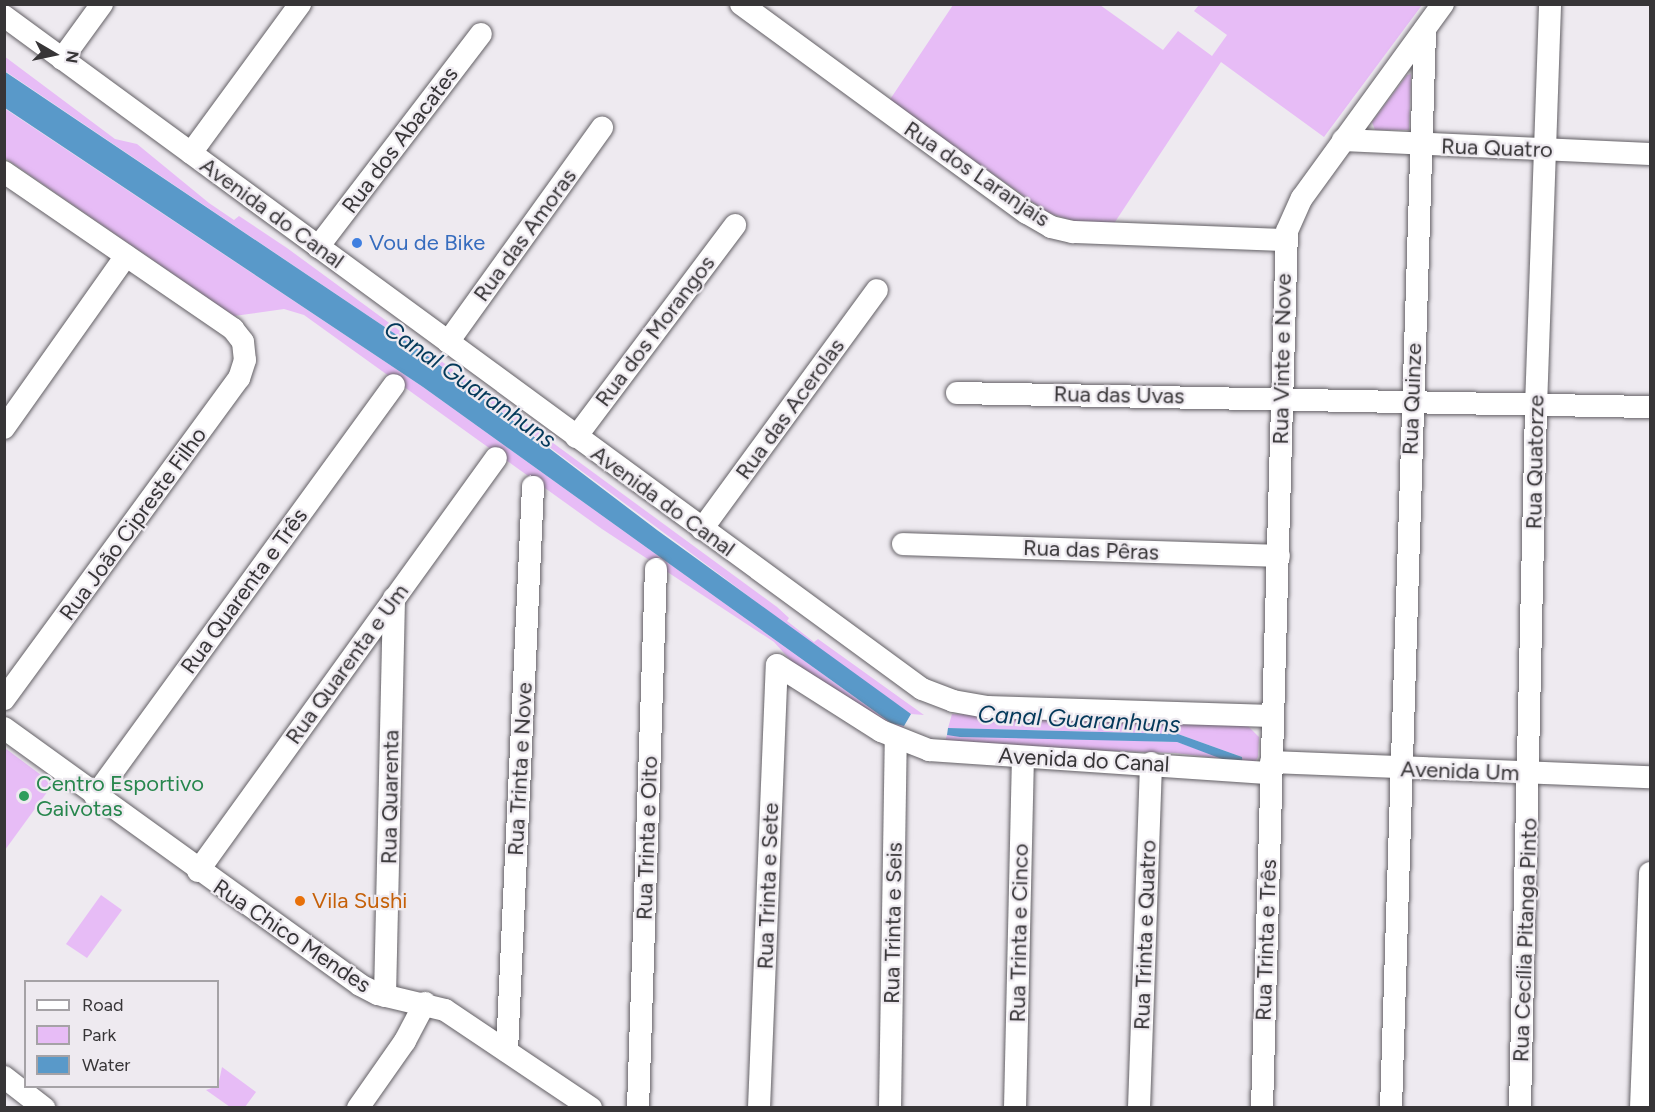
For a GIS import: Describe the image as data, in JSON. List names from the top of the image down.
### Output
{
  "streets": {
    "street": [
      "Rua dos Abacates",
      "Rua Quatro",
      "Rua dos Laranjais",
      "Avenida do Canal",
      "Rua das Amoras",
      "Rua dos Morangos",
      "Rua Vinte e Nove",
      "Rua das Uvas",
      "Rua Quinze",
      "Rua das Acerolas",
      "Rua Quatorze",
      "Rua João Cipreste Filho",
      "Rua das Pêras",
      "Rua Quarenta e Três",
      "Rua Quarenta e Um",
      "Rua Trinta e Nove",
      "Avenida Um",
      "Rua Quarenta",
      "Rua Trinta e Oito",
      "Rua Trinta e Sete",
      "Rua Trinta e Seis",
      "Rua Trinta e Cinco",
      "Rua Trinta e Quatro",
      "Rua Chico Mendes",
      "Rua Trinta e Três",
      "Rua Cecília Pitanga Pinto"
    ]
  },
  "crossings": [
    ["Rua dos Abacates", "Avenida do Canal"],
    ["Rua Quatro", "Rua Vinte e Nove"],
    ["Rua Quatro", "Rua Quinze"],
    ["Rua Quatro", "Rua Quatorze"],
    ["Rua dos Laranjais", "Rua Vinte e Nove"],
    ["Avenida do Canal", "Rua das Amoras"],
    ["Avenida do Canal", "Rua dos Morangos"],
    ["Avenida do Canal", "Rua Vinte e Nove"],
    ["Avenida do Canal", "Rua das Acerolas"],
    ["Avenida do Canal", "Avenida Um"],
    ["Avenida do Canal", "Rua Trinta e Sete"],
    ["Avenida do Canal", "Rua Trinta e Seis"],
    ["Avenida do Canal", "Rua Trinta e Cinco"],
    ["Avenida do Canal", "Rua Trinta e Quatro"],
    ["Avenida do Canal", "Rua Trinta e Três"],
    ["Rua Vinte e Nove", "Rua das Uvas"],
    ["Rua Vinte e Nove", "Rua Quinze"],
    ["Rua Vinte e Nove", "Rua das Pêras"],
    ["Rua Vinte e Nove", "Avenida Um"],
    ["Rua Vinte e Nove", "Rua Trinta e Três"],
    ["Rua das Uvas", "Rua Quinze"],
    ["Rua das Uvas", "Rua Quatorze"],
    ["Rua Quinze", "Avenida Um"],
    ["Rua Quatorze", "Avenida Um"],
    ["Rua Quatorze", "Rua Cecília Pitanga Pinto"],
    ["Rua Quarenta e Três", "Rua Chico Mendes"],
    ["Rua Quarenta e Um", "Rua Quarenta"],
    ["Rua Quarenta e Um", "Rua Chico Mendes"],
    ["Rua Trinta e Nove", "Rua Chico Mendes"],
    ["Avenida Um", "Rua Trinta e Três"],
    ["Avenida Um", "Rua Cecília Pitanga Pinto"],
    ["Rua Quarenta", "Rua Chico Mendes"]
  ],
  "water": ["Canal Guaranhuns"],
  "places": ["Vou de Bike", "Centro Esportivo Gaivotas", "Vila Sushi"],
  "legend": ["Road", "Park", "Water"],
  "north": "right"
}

(What to work on): Although the records contain pictures, print only the rest, exactly as written.

(Solution for this problem):
For a GIS import: Describe the image as data, in JSON. List names from the top of the image down.
### Output
{
  "streets": {
    "street": [
      "Rua dos Abacates",
      "Rua Quatro",
      "Rua dos Laranjais",
      "Avenida do Canal",
      "Rua das Amoras",
      "Rua dos Morangos",
      "Rua Vinte e Nove",
      "Rua das Uvas",
      "Rua Quinze",
      "Rua das Acerolas",
      "Rua Quatorze",
      "Rua João Cipreste Filho",
      "Rua das Pêras",
      "Rua Quarenta e Três",
      "Rua Quarenta e Um",
      "Rua Trinta e Nove",
      "Avenida Um",
      "Rua Quarenta",
      "Rua Trinta e Oito",
      "Rua Trinta e Sete",
      "Rua Trinta e Seis",
      "Rua Trinta e Cinco",
      "Rua Trinta e Quatro",
      "Rua Chico Mendes",
      "Rua Trinta e Três",
      "Rua Cecília Pitanga Pinto"
    ]
  },
  "crossings": [
    ["Rua dos Abacates", "Avenida do Canal"],
    ["Rua Quatro", "Rua Vinte e Nove"],
    ["Rua Quatro", "Rua Quinze"],
    ["Rua Quatro", "Rua Quatorze"],
    ["Rua dos Laranjais", "Rua Vinte e Nove"],
    ["Avenida do Canal", "Rua das Amoras"],
    ["Avenida do Canal", "Rua dos Morangos"],
    ["Avenida do Canal", "Rua Vinte e Nove"],
    ["Avenida do Canal", "Rua das Acerolas"],
    ["Avenida do Canal", "Avenida Um"],
    ["Avenida do Canal", "Rua Trinta e Sete"],
    ["Avenida do Canal", "Rua Trinta e Seis"],
    ["Avenida do Canal", "Rua Trinta e Cinco"],
    ["Avenida do Canal", "Rua Trinta e Quatro"],
    ["Avenida do Canal", "Rua Trinta e Três"],
    ["Rua Vinte e Nove", "Rua das Uvas"],
    ["Rua Vinte e Nove", "Rua Quinze"],
    ["Rua Vinte e Nove", "Rua das Pêras"],
    ["Rua Vinte e Nove", "Avenida Um"],
    ["Rua Vinte e Nove", "Rua Trinta e Três"],
    ["Rua das Uvas", "Rua Quinze"],
    ["Rua das Uvas", "Rua Quatorze"],
    ["Rua Quinze", "Avenida Um"],
    ["Rua Quatorze", "Avenida Um"],
    ["Rua Quatorze", "Rua Cecília Pitanga Pinto"],
    ["Rua Quarenta e Três", "Rua Chico Mendes"],
    ["Rua Quarenta e Um", "Rua Quarenta"],
    ["Rua Quarenta e Um", "Rua Chico Mendes"],
    ["Rua Trinta e Nove", "Rua Chico Mendes"],
    ["Avenida Um", "Rua Trinta e Três"],
    ["Avenida Um", "Rua Cecília Pitanga Pinto"],
    ["Rua Quarenta", "Rua Chico Mendes"]
  ],
  "water": ["Canal Guaranhuns"],
  "places": ["Vou de Bike", "Centro Esportivo Gaivotas", "Vila Sushi"],
  "legend": ["Road", "Park", "Water"],
  "north": "right"
}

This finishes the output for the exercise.